Stage 1: assemble the data
ssd_data() is the single entry point for dataset input. It validates each data frame — every dataset must carry a numeric Conc column, the species sensitivity distribution convention — and assembles them into a named collection.
datasets <- ssd_data(
boron = ssddata::ccme_boron,
cadmium = ssddata::ccme_cadmium
)
datasets
#> $boron
#> # A tibble: 28 × 5
#> Chemical Species Conc Group Units
#> <chr> <chr> <dbl> <fct> <chr>
#> 1 Boron Oncorhynchus mykiss 2.1 Fish mg/L
#> 2 Boron Ictalurus punctatus 2.4 Fish mg/L
#> 3 Boron Micropterus salmoides 4.1 Fish mg/L
#> 4 Boron Brachydanio rerio 10 Fish mg/L
#> 5 Boron Carassius auratus 15.6 Fish mg/L
#> 6 Boron Pimephales promelas 18.3 Fish mg/L
#> 7 Boron Daphnia magna 6 Invertebrate mg/L
#> 8 Boron Opercularia bimarginata 10 Invertebrate mg/L
#> 9 Boron Ceriodaphnia dubia 13.4 Invertebrate mg/L
#> 10 Boron Entosiphon sulcatum 15 Invertebrate mg/L
#> # ℹ 18 more rows
#>
#> $cadmium
#> # A tibble: 36 × 5
#> Chemical Species Conc Group Units
#> <chr> <chr> <dbl> <fct> <chr>
#> 1 Cadmium Oncorhynchus mykiss 0.23 Fish ug/L
#> 2 Cadmium Salvelinus confluentus 0.83 Fish ug/L
#> 3 Cadmium Cottus bairdi 0.96 Fish ug/L
#> 4 Cadmium Salmo salar 0.99 Fish ug/L
#> 5 Cadmium Acipenser transmontanus 1.14 Fish ug/L
#> 6 Cadmium Prosopium williamsoni 1.25 Fish ug/L
#> 7 Cadmium Salmo trutta 1.36 Fish ug/L
#> 8 Cadmium Salvelinus fontinalis 2.23 Fish ug/L
#> 9 Cadmium Oncorhynchus tshawytscha 2.29 Fish ug/L
#> 10 Cadmium Pimephales promelas 2.36 Fish ug/L
#> # ℹ 26 more rows
#>
#> attr(,"class")
#> [1] "ssdsims_data"Names come from the argument names where you supply them; otherwise they are derived from the argument expression by symbol capture (so a bare ssddata::ccme_boron becomes "ccme_boron"). Names must be unique, and a literal with no derivable name (e.g. a bare data.frame(...)) must be given an explicit name.

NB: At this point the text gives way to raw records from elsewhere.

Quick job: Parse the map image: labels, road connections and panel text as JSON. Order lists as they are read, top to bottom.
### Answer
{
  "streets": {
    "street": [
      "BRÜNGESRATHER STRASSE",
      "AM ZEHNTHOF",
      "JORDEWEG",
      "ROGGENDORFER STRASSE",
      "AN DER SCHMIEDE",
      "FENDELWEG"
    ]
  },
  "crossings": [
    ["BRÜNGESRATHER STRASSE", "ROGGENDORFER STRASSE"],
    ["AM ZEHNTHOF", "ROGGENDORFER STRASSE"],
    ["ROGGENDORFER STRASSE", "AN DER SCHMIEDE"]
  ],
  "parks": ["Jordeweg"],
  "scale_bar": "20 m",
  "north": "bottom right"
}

ssd_data() is the extensible input point. A planned change (scenario-input-types) will let each input also be a data generator — a fitdists/tmbfit object, a generator function, or a function-name string — materialised by a dataset registry. For now each input must be a data frame.
Stage 2: declare the scenario
ssd_define_scenario() is the constructor. Its required arguments are the dataset input, nsim (the replicate count), and seed (the RNG root — it has no default because changing it fully re-roots every draw). Everything else is a knob with a sensible default.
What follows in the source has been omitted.